What are the Treatment Options for Varicose Veins? If at-home therapy is unsuccessful, varicose veins may be repaired surgically. These consist of the following:


  • Laser therapy: Varicose veins are damaged and scarred by the energy of lasers. This is called ablating. Simple laser therapy is applied to tiny veins close to the skin’s surface, such as spider veins. They use lasers outside of your skin.


  • Endovenous laser therapy. Specialists insert laser fibers during endovenous laser therapy. When a laser internally burns a vein, it shuts.


  • Ligation and stripping:  After tying the varicose vein, they cut and remove it (stripped).


  • Phlebectomy: they will give the vein a shot of radiofrequency energy, which causes it to scar and shut off. It might shut off significant varicose veins in the leg.

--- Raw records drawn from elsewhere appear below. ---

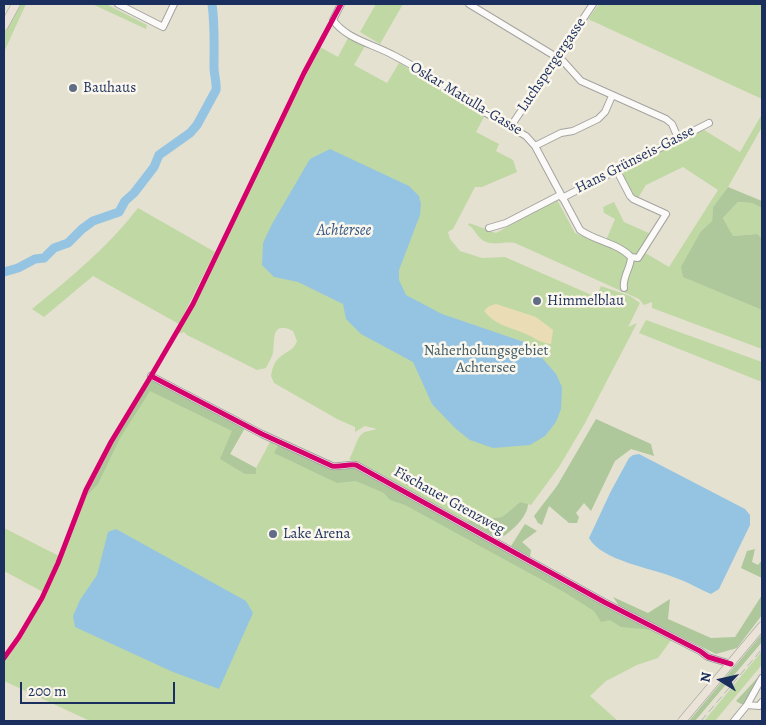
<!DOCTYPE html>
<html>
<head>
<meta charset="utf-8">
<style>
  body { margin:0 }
  #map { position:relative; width:766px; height:725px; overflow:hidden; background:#e4e1d1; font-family:Alegreya,serif }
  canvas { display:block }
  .frame { position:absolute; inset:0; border:5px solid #1b2f5e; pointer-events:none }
  .north { position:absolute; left:696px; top:655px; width:50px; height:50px; -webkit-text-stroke:4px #fbf7ec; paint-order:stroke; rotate:280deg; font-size:14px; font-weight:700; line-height:20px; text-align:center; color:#1b2f5e }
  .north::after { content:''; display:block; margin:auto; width:18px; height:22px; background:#1b2f5e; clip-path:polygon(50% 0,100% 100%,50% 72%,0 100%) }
  .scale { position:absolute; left:20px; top:682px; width:155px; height:22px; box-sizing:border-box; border:2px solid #1b2f5e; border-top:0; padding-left:6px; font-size:15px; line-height:18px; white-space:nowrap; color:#1b2f5e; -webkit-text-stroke:4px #fbf7ec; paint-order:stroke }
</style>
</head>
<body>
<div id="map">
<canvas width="766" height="725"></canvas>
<div class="frame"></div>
<div class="north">N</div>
<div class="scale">200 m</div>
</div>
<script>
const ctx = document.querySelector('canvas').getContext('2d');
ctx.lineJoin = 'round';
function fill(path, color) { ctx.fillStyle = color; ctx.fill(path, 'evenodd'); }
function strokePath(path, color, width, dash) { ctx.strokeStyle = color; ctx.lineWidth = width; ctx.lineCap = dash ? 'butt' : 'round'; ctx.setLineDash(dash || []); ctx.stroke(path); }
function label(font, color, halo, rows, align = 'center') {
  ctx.font = font + ' Alegreya,serif'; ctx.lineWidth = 5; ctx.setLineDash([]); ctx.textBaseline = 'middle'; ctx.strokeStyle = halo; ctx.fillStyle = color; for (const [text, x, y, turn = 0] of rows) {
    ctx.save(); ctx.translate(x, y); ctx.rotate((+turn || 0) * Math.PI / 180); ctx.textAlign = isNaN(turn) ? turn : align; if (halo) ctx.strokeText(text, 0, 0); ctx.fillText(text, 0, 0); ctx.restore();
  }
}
fill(new Path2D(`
  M18 4H26L4 52V31Z
  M92 4H106L147 25 146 29Z
  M376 4H403L380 44 360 32Z
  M599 4H762V99L588 19Z
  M348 38 365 46 354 65 387 83 399 63 465 101 468 107 484 117 476 132 499 144 496 151 513 160 517 172 482 187H475L453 229 448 232 450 239 460 251 482 258 505 257 596 297 601 286 630 296 640 303 628 327 637 323 585 423 559 467 531 505 520 502 502 517 466 521 349 459C355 451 356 436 365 432 369 431 373 430 377 429L365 426 355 432V427L337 419 274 383 271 376C272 369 274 362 280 357 287 351 294 350 297 341L293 331C271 320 275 339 273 353 272 358 268 363 266 368L257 370 187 335 184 332 178 334 320 47 338 57Z
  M762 114V127L728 187 713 207 712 221 701 231 684 277 762 310V349L652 308V302L644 305 639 299 515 243C502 241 489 248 479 237 475 233 474 228 468 225L469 223 496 233 557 200 575 233 604 245 615 219 604 213 603 207 614 202 624 222 651 234 642 251 669 267 718 190 683 167 646 185 638 198C630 192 623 181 623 170L704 130 740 152Z
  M738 202 752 203 762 208V238L757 234 733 236 723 218Z
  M138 208 215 252 179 324 93 276 44 317 32 309C70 278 108 247 138 208Z
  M646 320 762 362V382L639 333Z
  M151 380 246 426 230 454 256 468 271 440 337 470 344 467 355 465 511 554 672 639 658 658 637 665 606 681 590 696 618 721H90L4 681V662L21 639 39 607 54 578 86 496 117 436Z
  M4 528 59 556 43 592 4 571Z
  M762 651V664L760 667 715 721H704Z`), '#c0d8a4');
fill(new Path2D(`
  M728 187 762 201V208L752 203 738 202 723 218 733 236 757 234 762 238V310L683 277 681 267 701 231 712 221 713 207Z
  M151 380 246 426 230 454 256 468V474H245L220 459 232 431 150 391 120 438 98 484 86 496 117 436Z
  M596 419 651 444 654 456 631 449 615 461 591 511 584 503 576 513 579 517 577 523H569L549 506 542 525 538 523 534 516 557 486Z
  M279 444 337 470 344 467 355 465 510 554 654 630 621 627 610 620 601 622 594 611 564 592 405 505 390 500 384 493 356 481 337 483 274 453Z
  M520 502 528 504C528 517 510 533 499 539L466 521 502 517Z
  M525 524 537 531 522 542 531 550 530 557 511 546Z
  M755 549 752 562 758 565 762 560V578L741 568 747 551Z
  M762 595V615L737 648 716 654 620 607 613 597 648 613 670 599 668 619 711 638 735 637Z
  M762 634V642L695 721H689Z
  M762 673 744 704H741L736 701Z`), '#aec89b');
fill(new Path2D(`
  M496 304 536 317 553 330 551 344C541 343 535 338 526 334 510 327 496 326 484 311L489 306Z`), '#eaddb5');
fill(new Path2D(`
  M330 149 409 186 419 196 421 204 420 215 399 270V280L406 295 442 314 524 342 537 352 556 374 562 387 561 409 556 422 545 436 530 445 493 448 470 440 456 429 432 404 413 362 361 334 346 319 343 304 298 282 274 277 262 265 263 243 272 224 310 159Z
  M639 454 745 509 750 515V525L719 589 711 594C699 589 688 582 676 578 652 568 602 561 589 538L611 491 629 458 633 455Z
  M116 529 246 601 253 613 219 689 173 672 75 627 73 616 80 600 97 575 108 532Z`), '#94c4e2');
strokePath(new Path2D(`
  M4 272 18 268 35 259 44 258 54 248 68 243 82 229 93 221 119 212 125 201 134 193 154 167 159 155 190 133 197 125 216 90C217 83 214 75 214 67 214 46 215 25 212 4`), '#94c4e2', 9);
const minor = new Path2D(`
  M118 4 163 27 174 4
  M341 4 333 20C346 39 373 44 393 55 418 68 443 84 468 98L472 105 526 136 535 146 580 230C595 241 618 243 631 257L638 258 666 214 633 199 630 196 616 169
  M469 4 563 61 581 81 666 119 672 124 678 138
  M511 126 593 4
  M535 146 561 133 573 131 598 119 605 112 612 96
  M562 198 709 123
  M489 228 506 223 560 195
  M624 288C622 277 631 268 631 257
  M151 376 262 434 332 466C341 467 348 464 356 465L604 602 700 651 708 657 731 664
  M747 705 759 706 762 702
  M734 721 747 705 762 678`);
const major = new Path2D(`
  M4 26 16 4
  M682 721 762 626`);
strokePath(minor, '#a3a4a1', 8);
strokePath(major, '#a3a4a1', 9);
strokePath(minor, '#fbfaf8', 6);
strokePath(major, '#ebe3d8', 8);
strokePath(new Path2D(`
  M701 721 762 649`), '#b5b7ba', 1, [8, 4]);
strokePath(new Path2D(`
  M151 376 262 434 332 466C341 467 348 464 356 465L604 602 700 651 708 657 731 664
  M4 658 19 637 42 598 58 563 86 490 111 442 151 376 193 304 304 73 341 4`), '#d6006c', 5);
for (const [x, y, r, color] of [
  [73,88,5,"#616d86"],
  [537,301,5,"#616d86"],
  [273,534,5,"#616d86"]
]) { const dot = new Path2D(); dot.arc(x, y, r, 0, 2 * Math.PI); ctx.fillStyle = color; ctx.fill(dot); strokePath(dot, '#fbf7ec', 2); }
label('15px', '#1b2f5e', '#fbf7ec', [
  ["Luchspergergasse",552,65,-56],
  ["Oskar Matulla-Gasse",466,99,31],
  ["Hans Grünseis-Gasse",635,160,-27],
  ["Fischauer Grenzweg",449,501,29]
]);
label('15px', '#1b2f5e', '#fbf7ec', [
  ["Bauhaus",83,88],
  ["Himmelblau",547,301],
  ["Lake Arena",283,534]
], 'left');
label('15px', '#3d5866', '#fbf7ec', [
  ["Naherholungsgebiet",486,351],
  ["Achtersee",486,368]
]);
label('italic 16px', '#355888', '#fbf7ec', [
  ["Achtersee",344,231]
]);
</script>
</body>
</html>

  • Sclerotherapy: In this procedure, a chemical is injected into a varicose vein to scar the vein’s interior lining and induce the vein to constrict. The best veins for this are usually the smaller ones.

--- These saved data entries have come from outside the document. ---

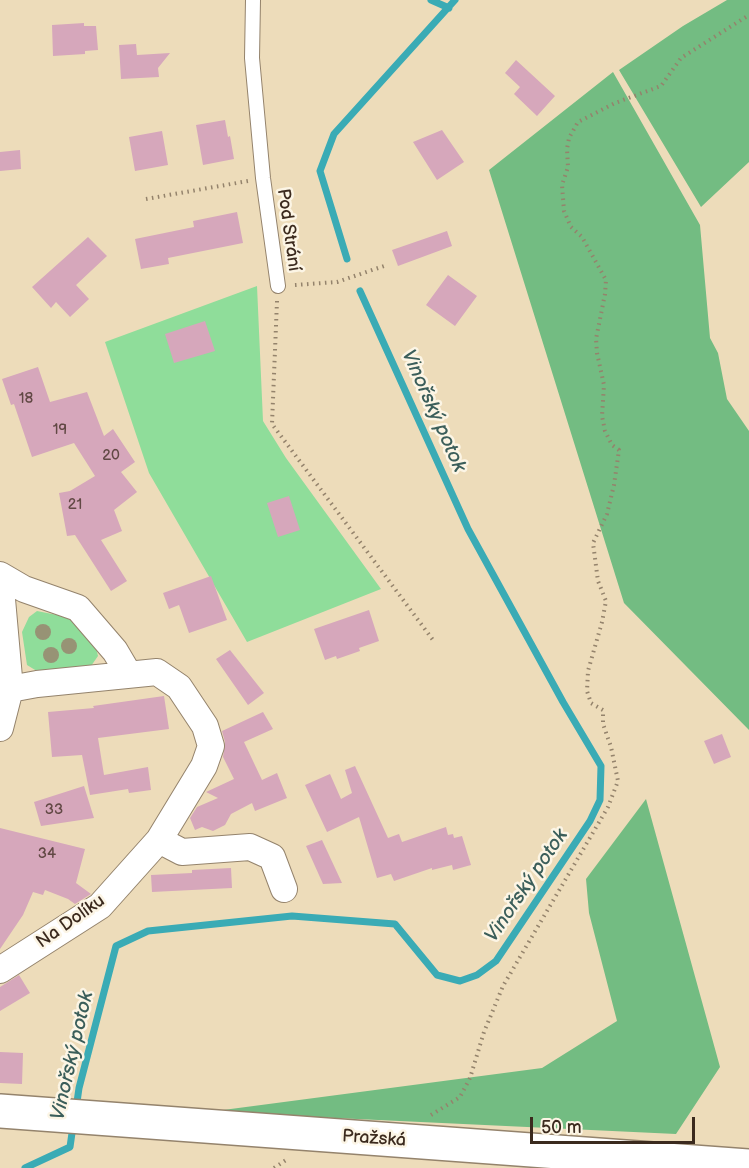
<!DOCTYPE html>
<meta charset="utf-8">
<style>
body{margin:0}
#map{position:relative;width:749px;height:1168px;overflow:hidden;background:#eddcba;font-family:"Balsamiq Sans",sans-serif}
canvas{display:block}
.scale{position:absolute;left:530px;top:1117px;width:165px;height:27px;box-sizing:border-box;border:3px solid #3b2a1e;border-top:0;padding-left:8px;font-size:18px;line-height:21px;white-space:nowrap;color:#3b2a1e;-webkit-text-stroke:4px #fcf5e5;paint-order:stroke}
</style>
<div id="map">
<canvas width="749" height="1168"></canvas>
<div class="scale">50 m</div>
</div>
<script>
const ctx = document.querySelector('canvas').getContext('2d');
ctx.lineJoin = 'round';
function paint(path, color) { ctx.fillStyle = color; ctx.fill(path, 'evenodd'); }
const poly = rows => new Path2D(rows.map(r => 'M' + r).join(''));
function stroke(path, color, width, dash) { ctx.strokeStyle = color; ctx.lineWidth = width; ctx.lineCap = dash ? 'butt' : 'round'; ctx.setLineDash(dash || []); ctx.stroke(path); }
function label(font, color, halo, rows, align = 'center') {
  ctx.font = font + ' "Balsamiq Sans",sans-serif'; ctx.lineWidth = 5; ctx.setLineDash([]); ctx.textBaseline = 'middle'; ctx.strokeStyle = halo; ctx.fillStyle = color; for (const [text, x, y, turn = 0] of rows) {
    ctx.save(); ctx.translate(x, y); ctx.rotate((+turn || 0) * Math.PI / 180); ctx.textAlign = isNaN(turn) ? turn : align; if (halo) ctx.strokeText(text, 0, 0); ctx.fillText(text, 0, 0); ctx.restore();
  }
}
paint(poly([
 [257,286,263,421,286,458,381,589,247,642,149,473,105,342],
 [37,611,77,619,94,639,98,656,91,666,64,673,40,673,27,665,22,632,29,617]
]), '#8fdd9a');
paint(poly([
 [727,0,749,0,749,162,701,207,619,70,683,26],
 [613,72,700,225,710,338,718,353,727,399,749,431,749,730,624,603,489,170],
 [646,799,720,1067,676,1134,208,1112,542,1068,617,1021,589,913,586,879]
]), '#73bc82');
stroke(poly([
 [431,0,449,8],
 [347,259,320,171,334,134,455,0],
 [76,1109,79,1088,116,946,148,931,292,916,395,924,437,975,460,981,477,975,496,961,590,821,600,800,601,766,563,702,468,529,360,291],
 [25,1168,70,1147,73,1126]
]), '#3aabb5', 7);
paint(poly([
 [84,23,84,26,96,26,98,50,85,51,85,54,53,56,52,25],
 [136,44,137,55,170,53,158,68,159,77,121,79,119,45],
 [516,60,555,96,537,116,514,94,520,87,505,73],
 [225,120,228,137,230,136,234,159,203,165,196,125],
 [442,130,464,162,437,180,413,142],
 [162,131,168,165,135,171,129,137],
 [20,150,21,169,0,171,0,152],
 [237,212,243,243,168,258,169,264,141,269,135,239,194,227,193,221],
 [447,231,452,246,398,266,392,250],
 [88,237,107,256,76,285,89,299,70,317,56,302,51,308,32,287],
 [448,275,477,296,455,326,426,305],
 [205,321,215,351,174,363,165,334],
 [38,367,50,402,87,392,104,436,113,429,135,462,121,472,137,492,114,510,122,531,101,540,127,581,111,591,75,535,67,536,59,493,70,491,95,476,74,443,32,457,14,404,11,405,2,379],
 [289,496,300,530,278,537,267,503],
 [211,576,227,620,189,633,179,605,169,609,163,593],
 [369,610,379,641,359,648,360,651,337,659,336,656,325,660,314,629],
 [230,650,264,693,248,705,216,659],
 [164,696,169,729,98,738,104,775,148,767,151,790,129,793,128,789,90,795,82,755,52,757,48,712,94,708,93,706],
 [263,712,273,729,244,742,262,780,277,773,287,798,255,811,252,803,231,814,225,825,213,831,202,827,195,830,190,818,197,807,218,798,206,792,234,779,223,757,225,742,222,731],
 [722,734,731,757,714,764,704,741],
 [355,766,388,838,399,834,402,842,446,827,448,835,453,834,454,838,462,836,471,865,453,870,452,865,432,870,432,868,394,881,391,874,377,878,359,817,327,832,305,785,330,774,341,799,352,793,345,770],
 [84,786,94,818,41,826,34,802],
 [0,828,85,849,76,883,91,894,75,904,68,899,45,890,43,895,33,892,23,915,0,949],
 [322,840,342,883,323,884,306,846],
 [231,868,232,888,152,892,151,875,192,873,192,870],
 [19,975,30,993,0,1011,0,987],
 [0,1052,23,1053,22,1084,0,1083]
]), '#d6a7bb');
const service = poly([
 [253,0,252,58,263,178,278,286]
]);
const minor = poly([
 [0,575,24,589,78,608,115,651,128,673],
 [0,577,10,689,0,728],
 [0,696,10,689,37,684,157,672,179,687,205,726,211,746,204,766,159,840,100,906,0,970],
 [159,840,182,852,250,847,272,857,284,889]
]);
const secondary = poly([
 [0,1111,749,1166]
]);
stroke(service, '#94836c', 16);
stroke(minor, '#94836c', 28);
stroke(secondary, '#94836c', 36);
stroke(poly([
 [146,199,248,181],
 [295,285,337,282,384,266],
 [277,301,272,424,433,640],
 [431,1115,460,1097,470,1078,484,1032,503,986,608,807,618,781,611,747,603,724,603,710,591,703,587,691,588,671,602,622,606,601,598,581,593,543,607,514,614,485,619,450,612,445,605,431,602,416,604,385,597,353,596,339,605,294,606,280,582,237,571,227,564,211,562,185,568,167,567,149,569,138,578,122,615,103,661,86,681,58,749,15],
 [274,1168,286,1160]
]), '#94836c', 4, [1.5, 4.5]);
stroke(service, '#fff', 14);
stroke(minor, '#fff', 26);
stroke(secondary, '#fff', 33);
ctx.fillStyle = '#979375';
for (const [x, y] of [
 [43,632],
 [69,646],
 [51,655]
]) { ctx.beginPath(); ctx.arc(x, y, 8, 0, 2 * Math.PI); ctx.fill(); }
label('15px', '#624945', null, [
 ["18",26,399],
 ["19",60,430],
 ["20",111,456],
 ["21",75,505],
 ["33",54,810],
 ["34",47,854]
]);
label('18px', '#3b2a1e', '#fcf5e5', [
 ["Pod Strání",288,230,82],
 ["Na Dolíku",71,922,-35],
 ["Pražská",374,1139,4]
]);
label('italic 20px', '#3b5e5a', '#fcf5e5', [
 ["Vinořský potok",433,411,66],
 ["Vinořský potok",527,886,-56],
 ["Vinořský potok",73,1056,-77]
]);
</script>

  • All of these procedures risk leaving scars or altering the skin’s color.


Treatment-related issues


Treatment may be necessary to correct issues, remove the damaged veins, or address whatever is causing the varicose veins. Your varicose veins’ size will affect your treatment options. Radiofrequency, laser, ligation, and stripping are treatments for bigger varicose veins. Occasionally, a combination of therapy is most effective. 


Smaller varicose and spider veins are usually treated with sclerotherapy or laser therapy on your skin. Some people may want to enhance the appearance of their legs, even though their varicose veins aren’t causing any other issues. A surgical procedure can also be a good option if no other health problems make these treatments risky.

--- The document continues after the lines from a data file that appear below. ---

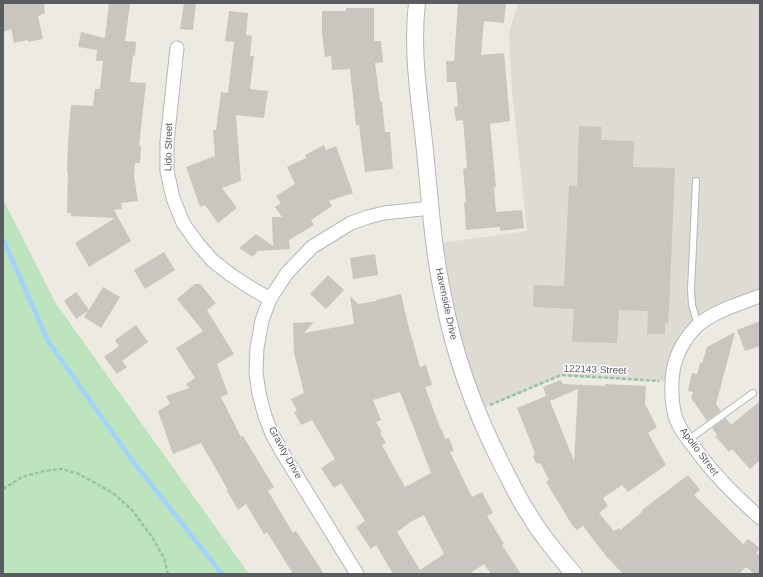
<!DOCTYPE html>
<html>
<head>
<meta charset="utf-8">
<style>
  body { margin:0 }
  #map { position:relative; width:763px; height:577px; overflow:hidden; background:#eceae1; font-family:Arial,sans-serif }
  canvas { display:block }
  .frame { position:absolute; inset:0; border:4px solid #595d61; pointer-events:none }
</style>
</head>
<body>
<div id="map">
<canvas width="763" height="577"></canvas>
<div class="frame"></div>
</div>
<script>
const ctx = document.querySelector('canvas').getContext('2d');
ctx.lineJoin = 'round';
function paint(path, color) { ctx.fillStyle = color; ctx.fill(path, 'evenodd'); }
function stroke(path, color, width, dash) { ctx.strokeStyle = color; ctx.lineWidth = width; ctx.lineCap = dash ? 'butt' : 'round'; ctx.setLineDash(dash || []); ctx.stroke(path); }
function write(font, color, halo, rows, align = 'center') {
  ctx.font = font + ' Arial,sans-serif'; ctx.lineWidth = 3; ctx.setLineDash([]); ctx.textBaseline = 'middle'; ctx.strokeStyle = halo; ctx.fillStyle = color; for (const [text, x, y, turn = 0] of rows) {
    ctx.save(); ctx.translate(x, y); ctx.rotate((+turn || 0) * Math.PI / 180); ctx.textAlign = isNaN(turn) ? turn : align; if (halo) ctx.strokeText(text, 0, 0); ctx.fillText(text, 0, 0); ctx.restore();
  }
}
const education = new Path2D(`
  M518 3H760V296L698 326 672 382 561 376 476 411 434 244 527 231 512 92 509 33Z`);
const green = new Path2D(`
  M3 199 55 302 249 574H3Z`);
const stream = new Path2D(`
  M3 239 48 341 132 460 222 574`);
const building = new Path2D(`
  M3 3H44L45 13 38 16 43 39 28 42V40L14 43 11 29 3 32Z
  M109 3 130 4 125 41 136 42 135 56 133 55 130 82 146 83 139 146H141L140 163H135L134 176 138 201 121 203 122 209 114 210 131 241 89 267 75 243 115 218 71 216V213H67L68 171H67L68 143 71 105 93 106 95 89H100L103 61H96L97 50 78 47 81 32 105 38Z
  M184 3H196L193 30 180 29Z
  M458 3H506L504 23 484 21 481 55 504 53 510 121 490 124 496 187H494L496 212 522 210 524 228 500 231V227L466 230 464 202H466L463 169 467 168 463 120 456 121 454 107 458 106 456 82H447L446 61H454Z
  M346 8H374V41H381L383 62 375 63 380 101H382L385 132H390L393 169 365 172 359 125H356L350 69 332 70 331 56 325 57 322 33V11H346Z
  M229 11 248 13 246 35 252 36 250 56H254L250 89 268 91 264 118 236 115 241 181 222 188 237 208 218 223 205 205 200 207 186 167 215 156 213 130H216L221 92 228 93 234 42 225 41Z
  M579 126 602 127 601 140 634 141 633 167 675 168 669 311 668 323H665V334H647L648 311 619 310 617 343 572 342 574 309 533 307 534 285 564 286 569 186H577Z
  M324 145 326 150 336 146 353 193 329 201 332 206 311 220 314 225 289 240 290 249 258 251 253 257 239 248 256 234 273 246 272 217H282L275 207 281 203 276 196 295 184 287 167 306 158 305 155Z
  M164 252 175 270 145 289 134 270Z
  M375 254 378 275 353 279 350 258Z
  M328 275 344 290 326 309 310 294Z
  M195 284H200L216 303 207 310 234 354 217 364 228 394 221 397 241 437 243 436 274 487 268 491 293 533 296 531 324 574H293L267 532 264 534 246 504 238 510 227 491 228 490 201 443 173 454 158 411 170 404 166 396 189 388 186 384 195 378 176 348 203 331 177 299Z
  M103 287 120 297 101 328 84 317 88 311 76 319 64 301 76 292 89 310Z
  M401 294 408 324 420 367 426 365 432 385 425 387 441 430H442L445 439 449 438 454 451 450 452 472 497 482 492 493 513 487 516 504 544 502 545 521 574H491L484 564 469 574H393L376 545 371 549 356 527 365 521 341 483 334 488 321 468 335 459 312 420 301 425 294 412 297 411 291 399 304 393 294 353 293 323 314 322 304 333 354 324 350 296 358 304 376 301V300ZM400 392 431 473 405 487 382 445 386 443 380 433 382 432 376 422 381 420 373 400ZM424 515 444 554 420 570 397 532 412 521Z
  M760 321V346L745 351 737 330Z
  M136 325 148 342 122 361 127 367 117 374 104 357 119 346 115 340Z
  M735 332 716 404 721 411 707 421 691 398 693 392 688 391 691 377 692 373 697 374 700 363H702L707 347Z
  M561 380 563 384 605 386V384L646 386 645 404 657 427 648 433 666 465 628 492 622 485 603 498 608 506 599 513 614 531 619 528 620 530 642 512V510L688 475 700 490 694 495 743 544 748 539 760 548 756 553 760 556V574H754L746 567 739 574H623L606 556 583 526 577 530 572 525 546 482 549 480 541 464 536 463 533 457 535 453 517 408 546 396 543 387ZM578 389 574 461 550 401Z
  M760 401V460L750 469 732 449 729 452 715 436 717 435 712 428 726 418 731 425Z`);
const path = new Path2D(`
  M490 405 561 375 659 381
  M3 489 22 477 44 471 62 469 79 474 113 493 132 510 152 537 164 558 168 574`);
const service = new Path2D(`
  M696 181 691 290 692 305 698 325
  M688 440 753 393`);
const minor = new Path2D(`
  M177 48 167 142V171L173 198 183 223 198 244 213 261 231 275 251 288 270 299
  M760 296C739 304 714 311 697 326 685 338 676 354 673 371 671 387 671 403 676 419 680 429 687 439 694 447 713 474 736 496 760 518
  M357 574 282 452 272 434 265 416 259 394 256 372 257 348 262 320 270 299 287 273 312 247 351 223 368 217 384 213 431 208`);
const tertiary = new Path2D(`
  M417 3C411 52 420 102 425 151 430 200 433 249 443 296 454 355 475 412 502 465 511 482 519 500 530 516 542 537 558 555 574 574`);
const streetNames = [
  ["Lido Street",169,147,-89],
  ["Havenside Drive",446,304,78],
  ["122143 Street",595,370,2],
  ["Apollo Street",699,452,53],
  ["Gravity Drive",285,453,61]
];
paint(education, '#dedbd2');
paint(green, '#bde4bd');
stroke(stream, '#a0d4fd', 4.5);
paint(building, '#c9c6c0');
stroke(service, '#b4b7bb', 8);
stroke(minor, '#b4b7bb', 15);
stroke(tertiary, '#b4b7bb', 18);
stroke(path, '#97c4a3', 2.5, [4, 2]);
stroke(service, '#fff', 6);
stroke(minor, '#fff', 13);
stroke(tertiary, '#fff', 16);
write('10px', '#595d61', '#fff', streetNames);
</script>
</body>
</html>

Who treats harmful varicose veins? 


Vascular surgeons


What Type of Doctor Treats Varicose Veins? Several medical specialties are focused on venous illness diagnosis and therapy. Vascular surgeons also have completed a rigorous residency, fellowship, and licensing examination. Candidates must be vascular surgeons for recognition and certification by the American Board of Medical Specialties.





This relatively new classification does not require a residency or in-depth specialized training. Phlebologists may also be certified by the American Board of Phlebology after passing a written test and gaining their approval. This board is not the same as the American Board of Medical Specialties. Phlebologists primarily concentrate on minor vein issues, especially in the legs.


Interventional Radiologists


Like vascular surgeons, interventional radiologists are certified by the American Board of Medical Specialties. Interventional radiologists must pass a difficult licensing examination and complete at least five years of postgraduate medical education. Interventional radiologists treat veins and other medical conditions with cutting-edge imaging techniques and minimally invasive procedures.